Earlier this week, TP Mazembe of the Congo came in for their introductory press conference. The coach and players probably speak an African language first, but they also all speak French, an official language handed down from the days when the Belgians ran the country.
I understand the translators in that room were under some stress. The one I was listening to needed to understand English and French, obviously, but also Arabic — to translate questions from the Arabic-speaking media.
I can’t vouch for her English or Arabic, but I know just enough French to know her translation was a disastre! And it made for some stilted and weird (and inaccurate) quotes, I imagine. I didn’t use those I knew to be a confused mess.
Another problem translators face? Even if they are proficient in the languages involved, they also need to understand the sport being talked about. If they don’t get the soccer terms, they come across as really weird stuff. Like a “goal” might be translated as a “target”. Yeah.
Last night, Mazembe was back in the room at Mohammed bin Zayed Stadium, and this time … we had no translator at all. Perhaps the previous woman was fired, or quit.
Instead, the gentlemen running the press conference translated from English to French to English. Which never works out really well, because the translator invariably reduced a paragraph to a sentence, and rushes through it, because his translation is dead time for the coach and athletes.

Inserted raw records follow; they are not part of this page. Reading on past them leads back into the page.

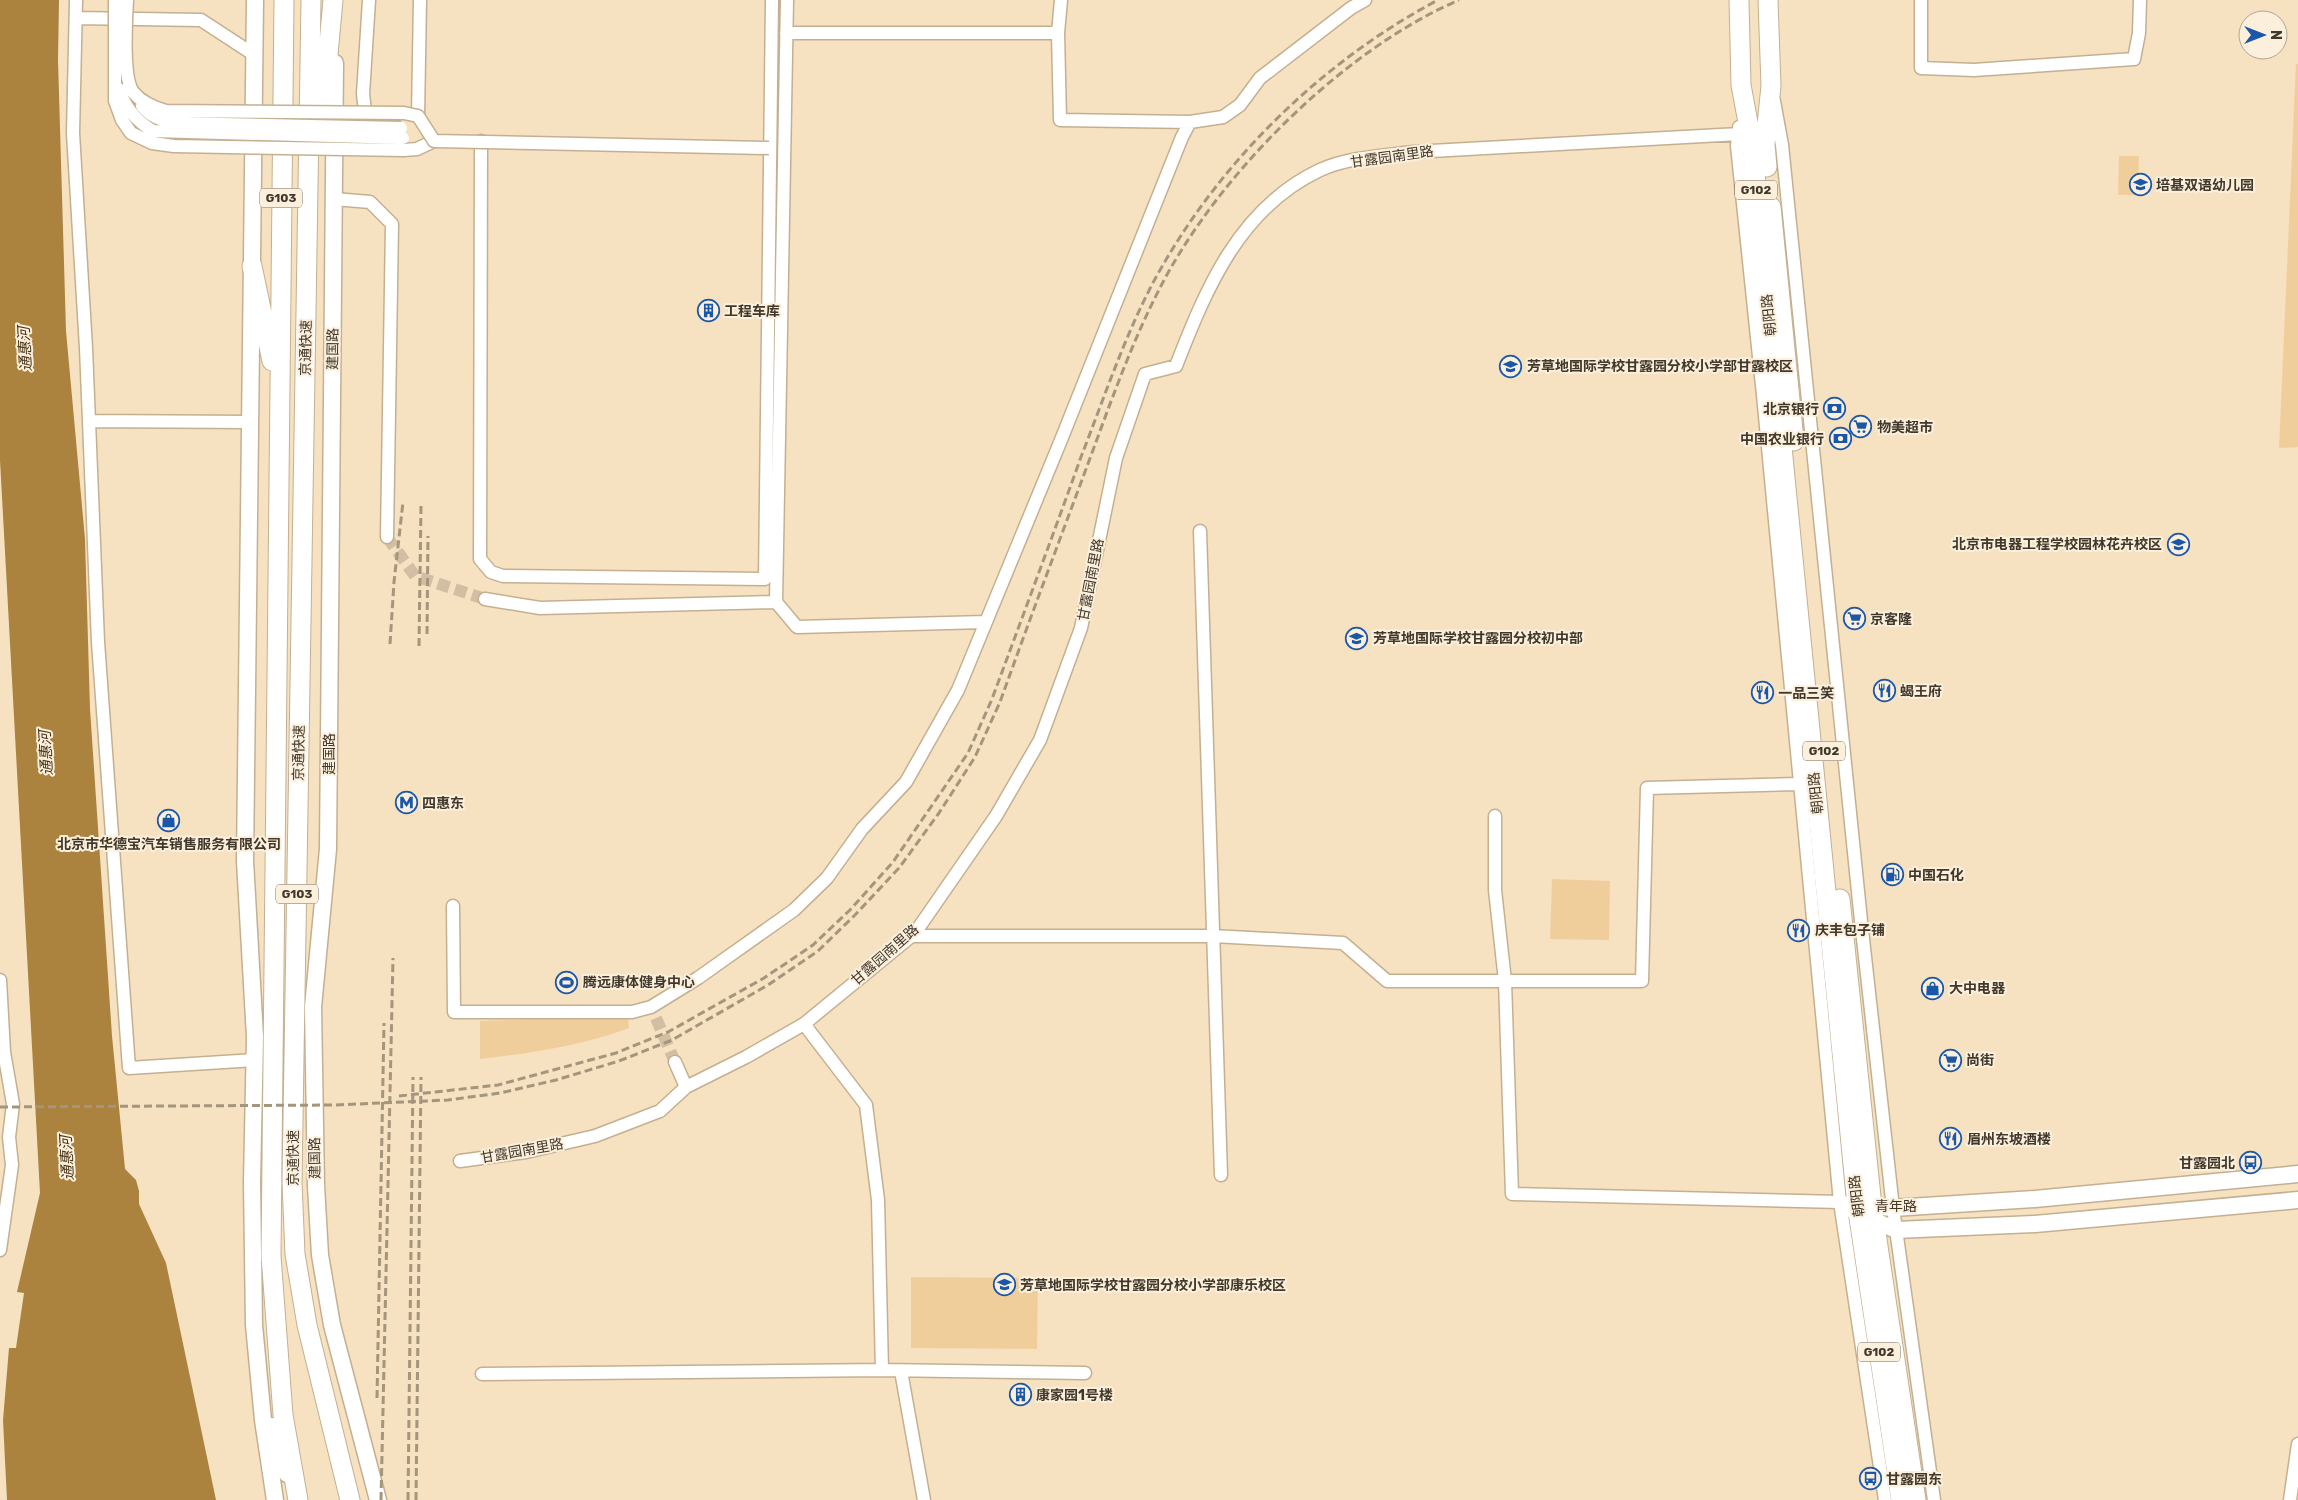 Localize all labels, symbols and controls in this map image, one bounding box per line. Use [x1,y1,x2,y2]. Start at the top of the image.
north arrow [2238,10,2288,60]
text: N [2267,30,2284,40]
street label: 甘露园南里路 [1349,143,1435,171]
school or university icon: 培基双语幼儿园 [2128,173,2152,197]
place label: 培基双语幼儿园 [2156,177,2254,194]
road number: G102 [1735,180,1777,200]
road number: G103 [260,188,302,208]
street label: 朝阳路 [1758,293,1780,337]
building icon: 工程车库 [696,299,720,323]
place label: 工程车库 [724,303,780,320]
street label: 京通快速 [297,320,315,376]
water label: 通惠河 [15,323,35,372]
street label: 建国路 [324,328,342,370]
school or university icon: 芳草地国际学校甘露园分校小学部甘露校区 [1499,354,1523,378]
place label: 芳草地国际学校甘露园分校小学部甘露校区 [1527,358,1793,375]
bank icon: 北京银行 [1823,397,1847,421]
place label: 北京银行 [1763,401,1819,418]
supermarket icon: 物美超市 [1849,415,1873,439]
place label: 物美超市 [1877,419,1933,436]
bank icon: 中国农业银行 [1828,427,1852,451]
place label: 中国农业银行 [1740,431,1824,448]
school or university icon: 北京市电器工程学校园林花卉校区 [2166,532,2190,556]
place label: 北京市电器工程学校园林花卉校区 [1952,536,2162,553]
street label: 甘露园南里路 [1075,537,1107,623]
supermarket icon: 京客隆 [1842,607,1866,631]
place label: 京客隆 [1870,611,1912,628]
school or university icon: 芳草地国际学校甘露园分校初中部 [1345,626,1369,650]
place label: 芳草地国际学校甘露园分校初中部 [1373,630,1583,647]
restaurant icon: 蝎王府 [1872,679,1896,703]
restaurant icon: 一品三笑 [1750,681,1774,705]
place label: 蝎王府 [1900,683,1942,700]
place label: 一品三笑 [1778,685,1834,702]
street label: 京通快速 [290,725,308,781]
water label: 通惠河 [36,727,56,776]
street label: 建国路 [321,733,338,775]
road number: G102 [1803,741,1845,760]
street label: 朝阳路 [1805,771,1827,815]
metro station icon: 四惠东 [394,791,418,815]
place label: 四惠东 [422,795,464,812]
shop icon: 北京市华德宝汽车销售服务有限公司 [157,809,181,833]
place label: 北京市华德宝汽车销售服务有限公司 [57,836,281,853]
fuel station icon: 中国石化 [1880,863,1904,887]
place label: 中国石化 [1908,867,1964,884]
road number: G103 [276,884,318,904]
restaurant icon: 庆丰包子铺 [1787,918,1811,942]
street label: 甘露园南里路 [848,921,922,989]
place label: 庆丰包子铺 [1815,922,1885,939]
sports icon: 腾远康体健身中心 [555,970,579,994]
place label: 腾远康体健身中心 [583,974,695,991]
shop icon: 大中电器 [1921,976,1945,1000]
place label: 大中电器 [1949,980,2006,997]
supermarket icon: 尚街 [1938,1048,1962,1072]
place label: 尚街 [1966,1052,1994,1069]
restaurant icon: 眉州东坡酒楼 [1939,1127,1963,1151]
street label: 京通快速 [285,1130,302,1186]
place label: 眉州东坡酒楼 [1967,1131,2051,1148]
water label: 通惠河 [57,1132,77,1181]
street label: 甘露园南里路 [479,1135,565,1167]
street label: 建国路 [306,1137,324,1179]
bus stop icon: 甘露园北 [2239,1151,2263,1175]
place label: 甘露园北 [2179,1155,2235,1172]
street label: 朝阳路 [1846,1174,1868,1218]
street label: 青年路 [1875,1198,1917,1215]
school or university icon: 芳草地国际学校甘露园分校小学部康乐校区 [992,1273,1016,1297]
place label: 芳草地国际学校甘露园分校小学部康乐校区 [1020,1277,1286,1294]
road number: G102 [1858,1342,1900,1361]
building icon: 康家园1号楼 [1008,1383,1032,1407]
place label: 康家园1号楼 [1036,1387,1113,1404]
bus stop icon: 甘露园东 [1858,1467,1882,1491]
place label: 甘露园东 [1886,1471,1942,1488]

The Arabic speakers were just out of luck, which no doubt seemed ridiculous to them, considering the conference was being held in an Arab country.
I am happy to the report that the Spanish translator (for Pachuca of Mexico) did all right, though she didn’t know soccer at all. But I could figure out, pretty much, what the players meant to say.

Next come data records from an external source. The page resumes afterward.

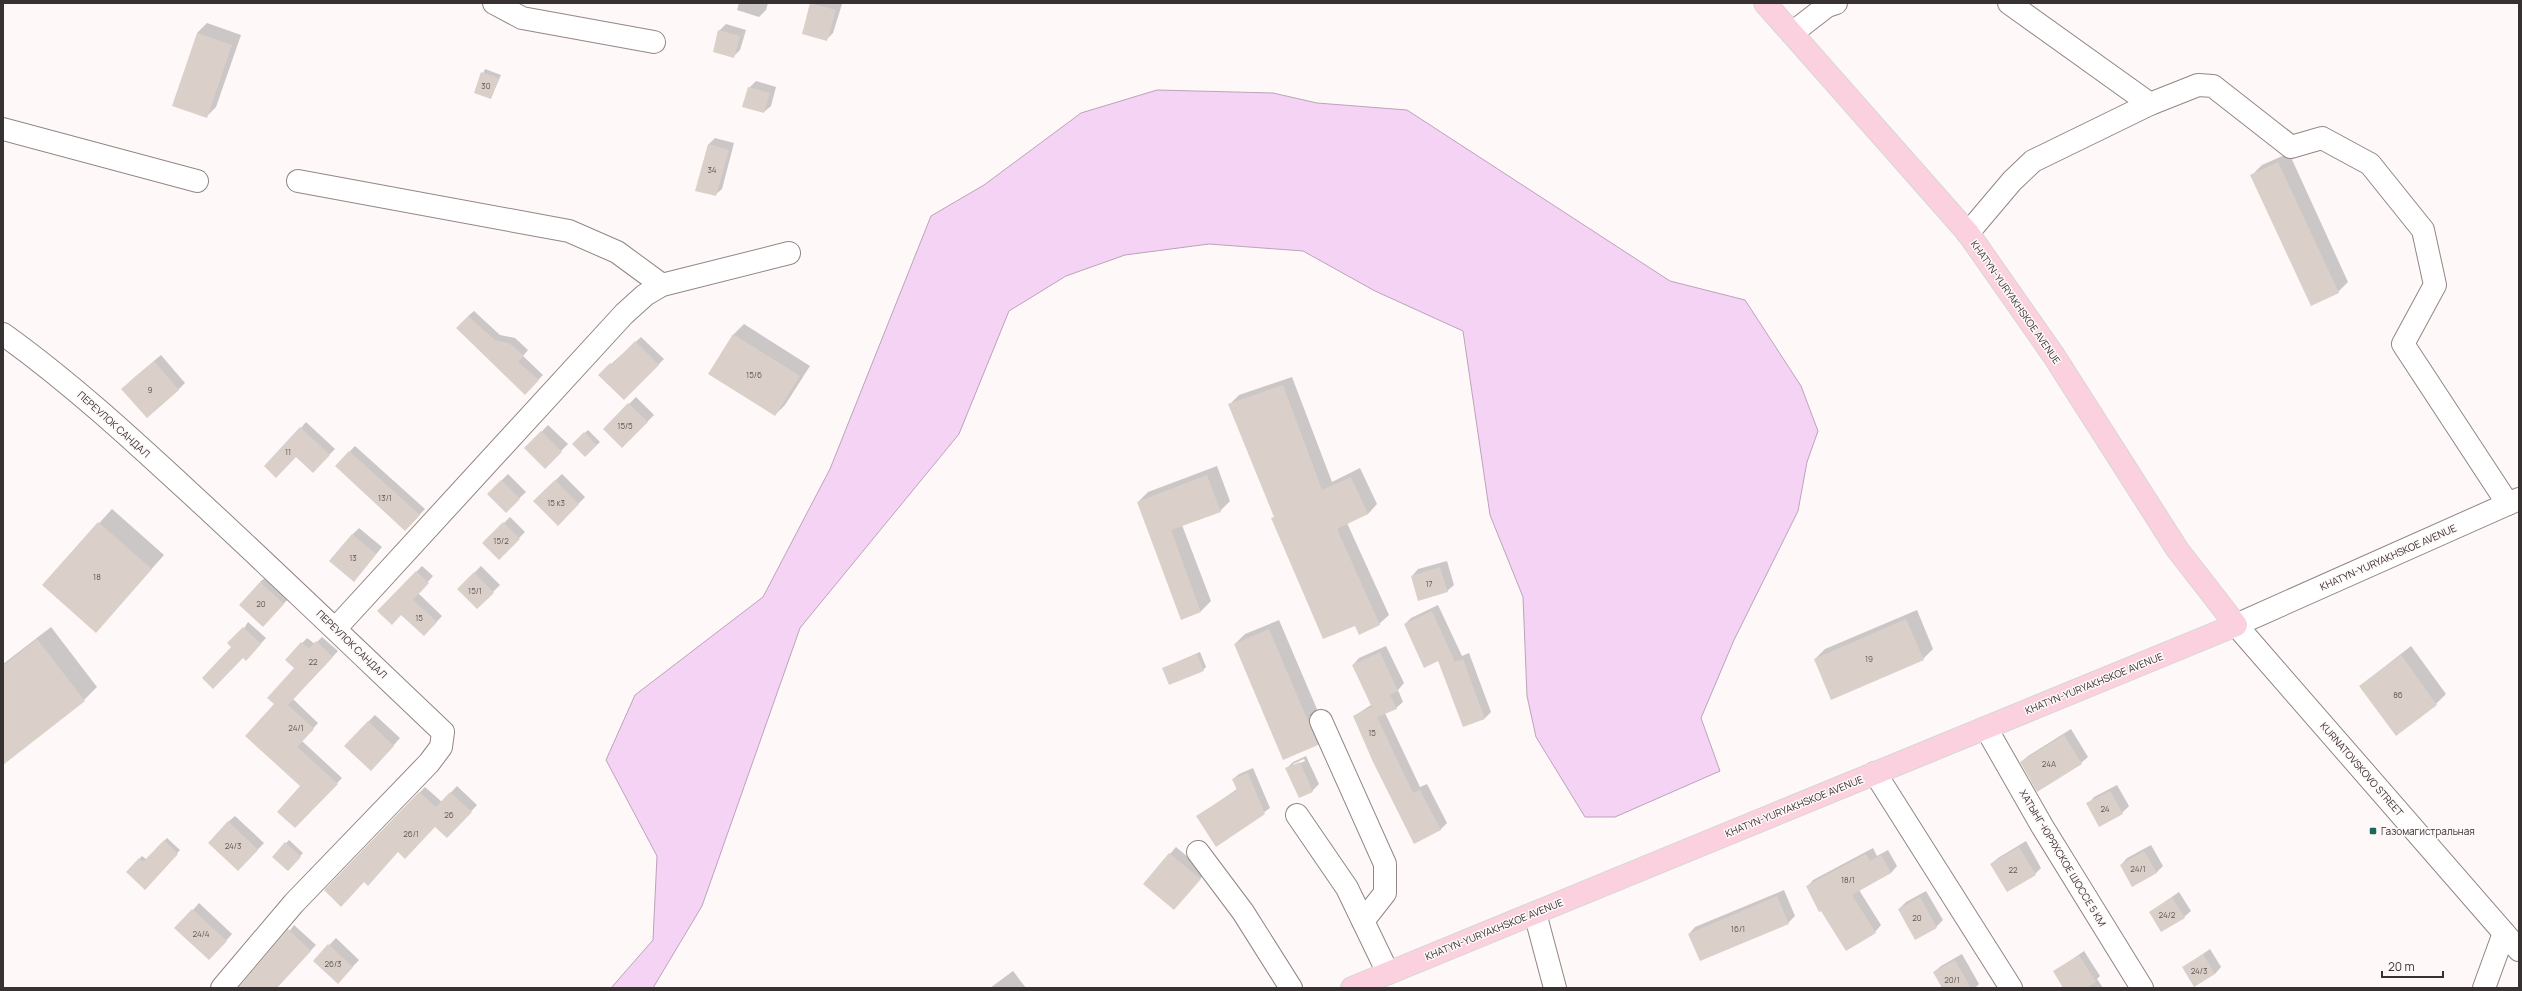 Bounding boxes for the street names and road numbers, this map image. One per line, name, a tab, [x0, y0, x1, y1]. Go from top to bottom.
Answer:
street label: KHATYN-YURYAKHSKOE AVENUE	[1968, 237, 2064, 367]
street label: ПЕРЕУЛОК САНДАЛ	[75, 388, 153, 460]
street label: KHATYN-YURYAKHSKOE AVENUE	[2318, 520, 2459, 593]
street label: ПЕРЕУЛОК САНДАЛ	[314, 607, 390, 681]
street label: KHATYN-YURYAKHSKOE AVENUE	[2023, 649, 2165, 717]
street label: KURNATOVSKOVO STREET	[2317, 719, 2407, 819]
street label: KHATYN-YURYAKHSKOE AVENUE	[1723, 772, 1865, 840]
street label: ХАТЫНГ-ЮРЯХСКОЕ ШОССЕ 5 КМ	[2016, 787, 2110, 929]
street label: KHATYN-YURYAKHSKOE AVENUE	[1423, 895, 1565, 963]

The Korean translator was quite good. I will be interested to see how the people interpreting Italian/English/Arabic and Portuguese/English/Arabic will turn out. Those are difficult combinations, and how many people are fluent in all three?
It’s probably a good thing that Hekari United of Papua New Guinea didn’t bring in most of their players, because they speak pidgin English — which is basically incomprehensible to regular English speakers. The one player they brought to a media event went to college in Australia and works for the UN, and his English was very good.
Anyway, nothing personal, toward Hekari, but I imagine the translators didn’t mind when Hekari lost to Al Wahda of the UAE in the tournament’s opening match … and went home. No need to try to find the only pidgin translator in the Arabian Gulf.